In summary, the present work evaluated the impact of using the CTA-AS calculation method of carotid stenosis severity in consecutive patients referred for potential carotid revascularization on gaining an erroneous indication to revascularization or change in the revascularization indication level. Stenosis severity categories were according to guideline-recommended thresholds for specific decision-making, including an indication to revascularization (or recommended consideration of revascularization) (Table I). We found that the mathematical basis for CTA-AS overestimation of stenosis severity against the standard of reference (Figure 2) has a clinically relevant impact that we demonstrate, for the first time, as proportions of lesions (patients) “migrating” to another guideline category of indications if (when) the CTA-AS-based calculation is used instead of the cQA-DS standard measurement (reclassification error, Figures 3, 4). With the significant proportion of CTA-AS calculations reported in clinical practice as the measurement of carotid “% stenosis” [19], the clinical impact of AS-based overestimation of carotid stenosis severity (Figures 1–4) is likely to be major. This is particularly relevant to surgery (CEA) because both CAS and TCAR/TCT involve routine angiographic verification of stenosis severity (enabling us to avoid unnecessary procedures) while CEA is typically performed on the basis of CTA that may [3, 39] (or may not [5, 6, 39]) be interpreted in combination with DUS assessment, the discriminatory role of which is limited [12, 40, 41].
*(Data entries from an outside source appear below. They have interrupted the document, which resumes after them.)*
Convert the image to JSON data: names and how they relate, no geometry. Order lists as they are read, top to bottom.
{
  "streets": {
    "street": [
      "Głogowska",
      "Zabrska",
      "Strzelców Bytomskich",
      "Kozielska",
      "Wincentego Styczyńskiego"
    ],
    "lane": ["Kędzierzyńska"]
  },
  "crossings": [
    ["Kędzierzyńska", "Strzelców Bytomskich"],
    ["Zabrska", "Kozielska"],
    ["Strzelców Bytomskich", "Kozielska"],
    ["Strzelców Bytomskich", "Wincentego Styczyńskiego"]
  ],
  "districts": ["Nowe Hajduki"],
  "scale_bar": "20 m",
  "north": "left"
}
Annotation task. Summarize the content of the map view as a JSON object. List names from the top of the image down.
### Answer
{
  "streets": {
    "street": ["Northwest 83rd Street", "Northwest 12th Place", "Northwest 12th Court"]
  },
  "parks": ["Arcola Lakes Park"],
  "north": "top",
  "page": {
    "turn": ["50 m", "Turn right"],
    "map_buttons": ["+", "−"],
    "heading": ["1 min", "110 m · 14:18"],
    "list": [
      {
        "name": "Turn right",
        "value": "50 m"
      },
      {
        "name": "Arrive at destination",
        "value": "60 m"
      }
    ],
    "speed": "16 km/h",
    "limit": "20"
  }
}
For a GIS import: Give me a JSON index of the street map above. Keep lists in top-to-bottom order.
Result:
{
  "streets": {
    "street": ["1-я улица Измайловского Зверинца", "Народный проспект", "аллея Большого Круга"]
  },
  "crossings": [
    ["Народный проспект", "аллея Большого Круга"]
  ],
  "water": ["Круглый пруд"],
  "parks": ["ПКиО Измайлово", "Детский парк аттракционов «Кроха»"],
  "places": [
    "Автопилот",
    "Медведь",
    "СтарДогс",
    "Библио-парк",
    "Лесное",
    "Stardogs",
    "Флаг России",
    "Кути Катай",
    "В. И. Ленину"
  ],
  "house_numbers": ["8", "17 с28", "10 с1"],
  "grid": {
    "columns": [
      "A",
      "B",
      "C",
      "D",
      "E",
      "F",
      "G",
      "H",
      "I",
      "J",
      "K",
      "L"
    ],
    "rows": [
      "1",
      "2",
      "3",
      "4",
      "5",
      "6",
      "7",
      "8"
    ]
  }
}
Further work from our group will involve systematic validation of DUS, CTA, and cQA measurements of carotid stenosis severity against the vascular imaging gold standard – intravascular ultrasound. In this context, it needs to be noted that the lumen reduction represents “only” the luminal effect of the atherosclerotic disease process occurring in the arterial wall. Evidence is accumulating that plaque morphology, even with optimized medical therapy employed [57], may play a clinically relevant role that is, in its relation to stroke risk, at least as important as the stenosis luminal severity [2, 58]. Carotid-related stroke risk stratification models are needed that incorporate the novel imaging and clinical features together with the conventional parameter of stenosis severity [3–6, 26].
Conclusions
Replacing the pivotal carotid trials reference standard cQA-DS measurement with CTA-AS-based calculations to determine carotid “% stenosis” results in a major reclassification of stenosis severity as per the guideline decision-making thresholds. In consequence, many unnecessary carotid procedures may be performed (where/when) based on CTA-AS-derived “lesion severity” in the absence of verification by catheter angiography. Future guidelines should address stenosis severity measurement methods with the different imaging modalities approved by the guidelines; the CTA-AS “% stenosis” thresholds may require adjustment.